In developed countries, as elsewhere, insufficient attention to the institutional nature of markets has fostered policy errors, with devastating results. The causes of the 2008 global financial crisis are complex, multidimensional, and intertwined, yet the essence of the story boils down to a massive failure of marketcraft. Federal Reserve Chairman Alan Greenspan made this case rather poignantly, if inadvertently, in his famous recantation in testimony to Congress in 2008. “Those of us who have looked to the self-interest of lending institutions to protect shareholder’s equity (myself especially),” he conceded, “are in a state of shocked disbelief.” Pressed by Committee Chairman Henry Waxman on whether his laissez-faire ideology contributed to decisions that he regrets, Greenspan replied, “What I am saying to you is, yes, I found a flaw . . .”

The US authorities committed fundamental errors of marketcraft in the lead-up to the financial crisis. They gave financial institutions greater freedom to engage in risky behavior without strengthening regulation and oversight. In the 1990s, they chose not to regulate derivatives, complex financial instruments such as stocks and options that derive their value from some other underlying asset such as a commodity.  They did so partly because they viewed the derivatives market as an isolated arena for sophisticated investors, and partly because they feared that regulation would destabilize financial markets. They put too much faith in the ability of market players to self-regulate. And they failed to appreciate the degree to which the US mortgage-backed securities market had become plagued with misaligned incentives.

But marketcraft can generate successes as well as failures. After all, marketcraft produced the information revolution. The US government funded the research that produced much of the relevant technology, and provided early-stage capital for many of the most successful high-tech firms. US institutions, and the Silicon Valley ecosystem in particular, fostered the innovative start-ups that played a key role in commercializing the Internet, with innovations in devices, computing, transmission, and services. Antitrust policy played a less obvious but equally critical role by preventing vertically integrated firms like IBM and AT&T from dominating the emerging information technology sector. And this in turn enabled the open innovation characteristic of the digital economy. Regulatory reform brought lower communications costs, including flat-rate local service, which allowed startups to offer value-added services, and household consumers to experiment with new applications at a reasonable cost.
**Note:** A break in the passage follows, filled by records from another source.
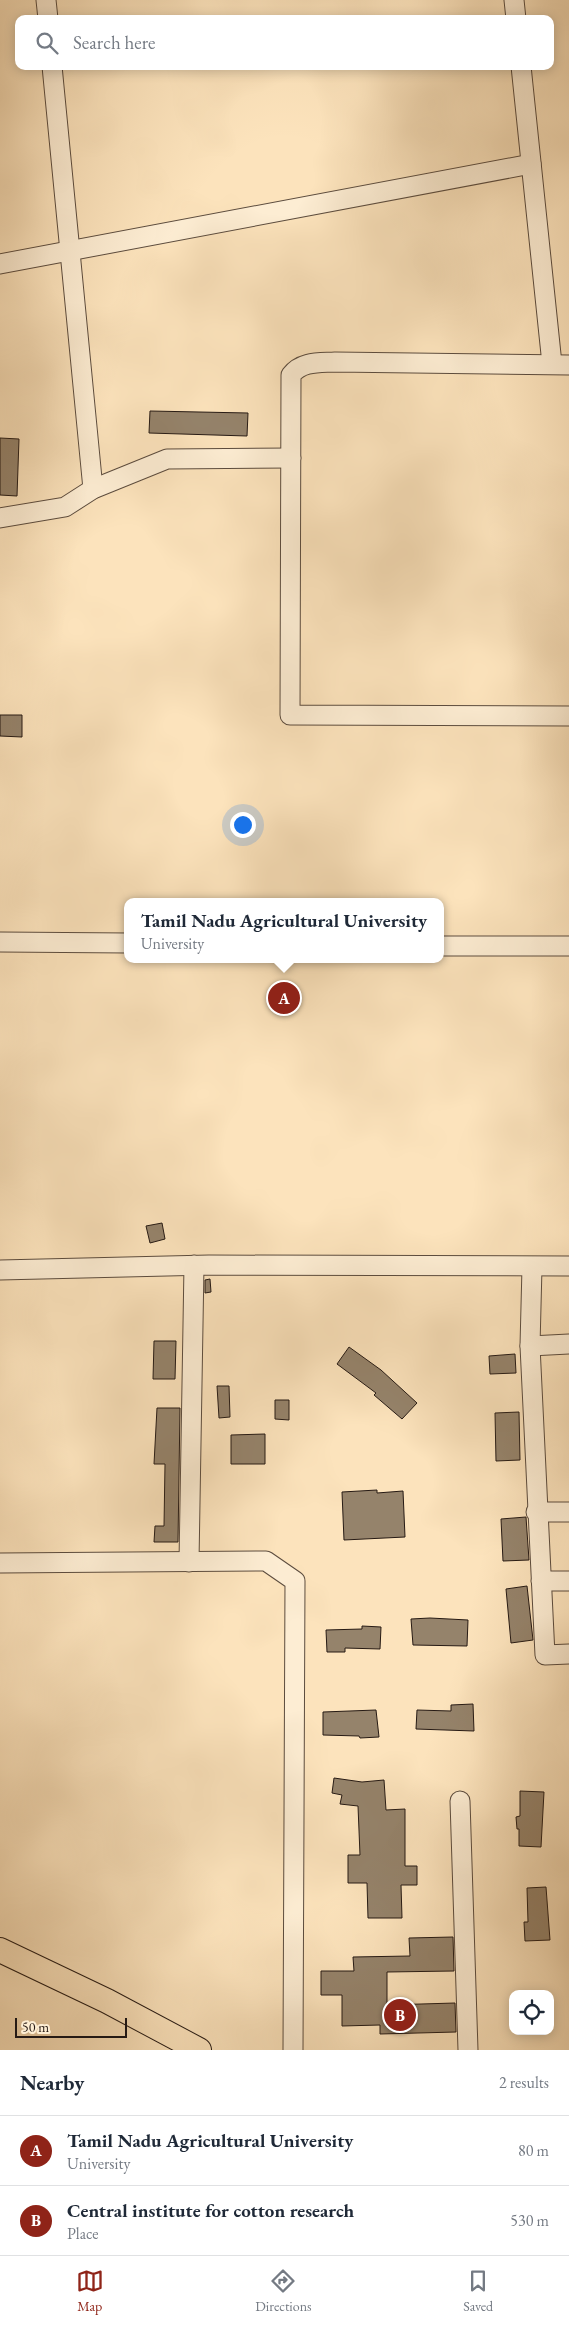 <!DOCTYPE html>
<html lang="en">
<head>
<meta charset="utf-8">
<style>
  :root { --surface:#fff; --page:#f2f2f3; --text:#1f2937; --muted:#747a83; --line:#e0e1e3; --accent:#8f2418 }
  body { margin:0; font-family:"EB Garamond",serif; background:var(--page); color:var(--text) }
  .controls { position:absolute; right:15px; bottom:15px; display:grid; overflow:hidden; border-radius:10px; box-shadow:0 2px 12px #0003 }
  .controls button { width:45px; height:45px; display:grid; place-items:center; padding:0; border:0; border-bottom:1px solid var(--line); background:var(--surface); color:var(--text); font:25px sans-serif }
  .scale { position:absolute; left:15px; bottom:12px; width:112px; box-sizing:border-box; padding-left:5px; border:2px solid #261a14; border-top:0; font-size:14px; line-height:18px; white-space:nowrap; color:#261a14; -webkit-text-stroke:4px #fdedd3; paint-order:stroke }
  .you { position:absolute; left:242px; top:824px; width:18px; height:18px; margin:-12px; border:4px solid #fff; border-radius:50%; background:#1a73e8; box-shadow:0 0 0 8px #1a73e833 }
  .badge { display:grid; place-items:center; width:32px; height:32px; border-radius:50%; background:var(--accent); color:#fff; font-size:16px; font-weight:700 }
  .pin { position:absolute; translate:-50% -50%; border:2px solid #fff; box-shadow:0 1px 5px #0006 }
  .popup { position:absolute; left:124px; top:898px; width:320px; height:65px; box-sizing:border-box; display:grid; place-content:center; border-radius:10px; background:var(--surface); filter:drop-shadow(0 1px 4px #0005); font-size:16px; white-space:nowrap; color:var(--muted) }
  .popup b { font-size:19px; color:var(--text) }
  .popup::after { content:''; position:absolute; left:50%; top:100%; margin-left:-10px; border:10px solid transparent; border-top-color:var(--surface) }
  .list { margin:0; padding:0; list-style:none }
  h2 { display:flex; justify-content:space-between; align-items:center; height:65px; margin:0; padding:0 20px; font-size:21px }
  h2 small { font-size:16px; font-weight:400; color:var(--muted) }
  .list li { display:grid; grid-template-columns:32px 1fr auto; gap:15px; align-items:center; box-sizing:border-box; height:70px; padding:0 20px; border-top:1px solid var(--line) }
  .list b { display:block; font-size:19px; white-space:nowrap }
  .list p { margin:0; font-size:16px; white-space:nowrap; color:var(--muted) }
  .list em { font-size:16px; font-style:normal; color:var(--muted) }
  .icon { flex:none; width:28px; height:28px; fill:none; stroke:currentColor; stroke-width:2; stroke-linecap:round; stroke-linejoin:round }
  .map { position:relative; flex:none; width:569px; height:2050px; overflow:hidden }
  .search { position:absolute; background:var(--surface); box-shadow:0 2px 12px #0003; left:15px; right:15px; top:15px; height:55px; display:flex; align-items:center; gap:12px; box-sizing:border-box; padding:0 18px; border-radius:10px; color:var(--muted); font-size:19px }
  .sheet { height:205px; background:var(--surface) }
  nav { display:flex; justify-content:space-around; align-items:center; box-sizing:border-box; height:70px; border-top:1px solid var(--line); background:var(--surface); font-size:14px; color:var(--muted) }
  nav a { display:grid; justify-items:center; gap:2px }
  nav .on { color:var(--accent) }
  .map>svg:first-child { display:block }
</style>
</head>
<body>
<div class="map">
<svg width="569" height="2050" viewBox="0 0 569 2050">
  <rect width="100%" height="100%" fill="#fce3bc"/>
  <filter id="stains"><feTurbulence type="fractalNoise" baseFrequency=".004" numOctaves="4"/><feColorMatrix values="0 0 0 0 .2 0 0 0 0 .09 0 0 0 0 .02 0 0 0 .5 -.17"/></filter>
  <radialGradient id="worn" r=".72"><stop offset=".6" stop-color="#630" stop-opacity="0"/><stop offset="1" stop-color="#630" stop-opacity=".3"/></radialGradient>
  <g fill="#95836b" stroke="#261a14">
    <path d="M150,411L248,413L247,436L149,433Z"/>
    <path d="M0,438L19,439L17,496L0,495Z"/>
    <path d="M0,715H22V737L0,736Z"/>
    <path d="M162,1223L165,1239L150,1243L146,1226Z"/>
    <path d="M210,1279L211,1292L205,1293V1280Z"/>
    <path d="M154,1341H176L175,1379H153Z"/>
    <path d="M349,1347L381,1370L417,1403L402,1419L374,1395L376,1393L337,1364Z"/>
    <path d="M515,1354L516,1373L490,1374L489,1356Z"/>
    <path d="M217,1386H229L230,1417L219,1418Z"/>
    <path d="M275,1400H289V1420L275,1419Z"/>
    <path d="M157,1408H180L178,1542H154L155,1526H164L165,1464H154Z"/>
    <path d="M519,1412L520,1460L496,1461L495,1413Z"/>
    <path d="M265,1434V1464H231V1435Z"/>
    <path d="M377,1490V1493L403,1491L405,1537L344,1540L342,1492Z"/>
    <path d="M526,1517L529,1560L503,1561L501,1519Z"/>
    <path d="M527,1586L533,1640L511,1643L506,1589Z"/>
    <path d="M430,1618L468,1620L467,1646L413,1645L411,1619Z"/>
    <path d="M362,1626L381,1627L380,1649L345,1648V1652H327L326,1630L362,1629Z"/>
    <path d="M473,1704L474,1731L416,1729L417,1710L451,1711V1705Z"/>
    <path d="M376,1710L379,1737L360,1738L359,1736L323,1735V1712Z"/>
    <path d="M334,1778L362,1782L384,1780L386,1810L405,1809V1866H417V1885H401L402,1918H368L367,1883H348V1855H360L358,1806L340,1804L342,1795L332,1793Z"/>
    <path d="M520,1791L544,1792L541,1847L519,1846V1829H517L516,1817L520,1816Z"/>
    <path d="M546,1887L550,1940L525,1941L524,1922H528L527,1888Z"/>
    <path d="M453,1937L454,1971L387,1972V2005L455,2003L456,2032L380,2034V2025L342,2026V1995H321V1971H354L353,1957L410,1956L409,1938Z"/>
  </g>
  <g fill="none" stroke-linecap="round" stroke-linejoin="round">
    <g stroke="#5c4c3e" stroke-width="21">
      <g id="minor">
        <path d="M46,0L48,19"/>
        <path d="M514,0L516,19"/>
        <path d="M52,66L93,489"/>
        <path d="M521,66L552,364"/>
        <path d="M0,264L531,164"/>
        <path d="M569,365L335,362C319,363 302,361 291,375L290,715L569,716"/>
        <path d="M0,518L65,507L93,489L167,459L291,458"/>
        <path d="M0,942L128,943"/>
        <path d="M440,946H569"/>
        <path d="M532,1267L530,1346L545,1655L569,1654"/>
        <path d="M0,1270L209,1265L569,1266"/>
        <path d="M530,1346L569,1344"/>
        <path d="M536,1512H569"/>
        <path d="M189,1562L194,1265"/>
        <path d="M0,1563L266,1561L295,1581L293,2050"/>
        <path d="M541,1581H569"/>
        <path d="M460,1801L468,2050"/>
      </g>
    </g>
    <g stroke="#261a14" stroke-width="26">
      <path id="major" d="M0,1950L107,2001L199,2050"/>
    </g>
    <use href="#minor" stroke="#fdedd3" stroke-width="19"/>
    <use href="#major" stroke="#fce3bc" stroke-width="24"/>
  </g>
  <rect width="100%" height="100%" filter="url(#stains)"/>
  <rect width="100%" height="100%" fill="url(#worn)"/>
</svg>
<div class="controls">
<button><svg class="icon" aria-label="locate" viewBox="0 0 24 24"><circle cx="12" cy="12" r="6"/><path d="M12 2v4M12 18v4M2 12h4M18 12h4"/></svg></button>
</div>
<div class="scale">50 m</div>
<div class="you"></div>
<div class="pin badge" style="left:284px;top:998px">A</div>
<div class="popup"><b>Tamil Nadu Agricultural University</b>University</div>
<div class="pin badge" style="left:400px;top:2015px">B</div>
<div class="search"><svg class="icon" aria-label="search" viewBox="0 0 24 24"><circle cx="10" cy="10" r="6"/><path d="M15 15l6 6"/></svg>Search here</div>
</div>
<section class="sheet">
<h2>Nearby<small>2 results</small></h2>
<ul class="list">
<li><span class="badge">A</span><div><b>Tamil Nadu Agricultural University</b><p>University</p></div><em>80 m</em></li>
<li><span class="badge">B</span><div><b>Central institute for cotton research</b><p>Place</p></div><em>530 m</em></li>
</ul>
</section>
<nav>
<a class="on"><svg class="icon" aria-label="map" viewBox="0 0 24 24"><path d="M3 6l6-2 6 2 6-2v14l-6 2-6-2-6 2zM9 4v14M15 6v14"/></svg>Map</a>
<a><svg class="icon" aria-label="directions" viewBox="0 0 24 24"><path d="M12 3l9 9-9 9-9-9zM9 14v-3h6M13 9l2 2-2 2"/></svg>Directions</a>
<a><svg class="icon" aria-label="saved" viewBox="0 0 24 24"><path d="M7 4h10v16l-5-4-5 4z"/></svg>Saved</a>
</nav>
</body>
</html>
The financial crisis and the information revolution illustrate the enormous stakes in the game of marketcraft. The marketcraft realm is growing as a share of what governments do, and as a core element in how governments enhance or undermine the welfare of their people. Some of the core items on the marketcraft agenda – financial regulation, intellectual property rights, and the governance of the digital economy – are among the most consequential policy issues today, and will be even more critical going forward.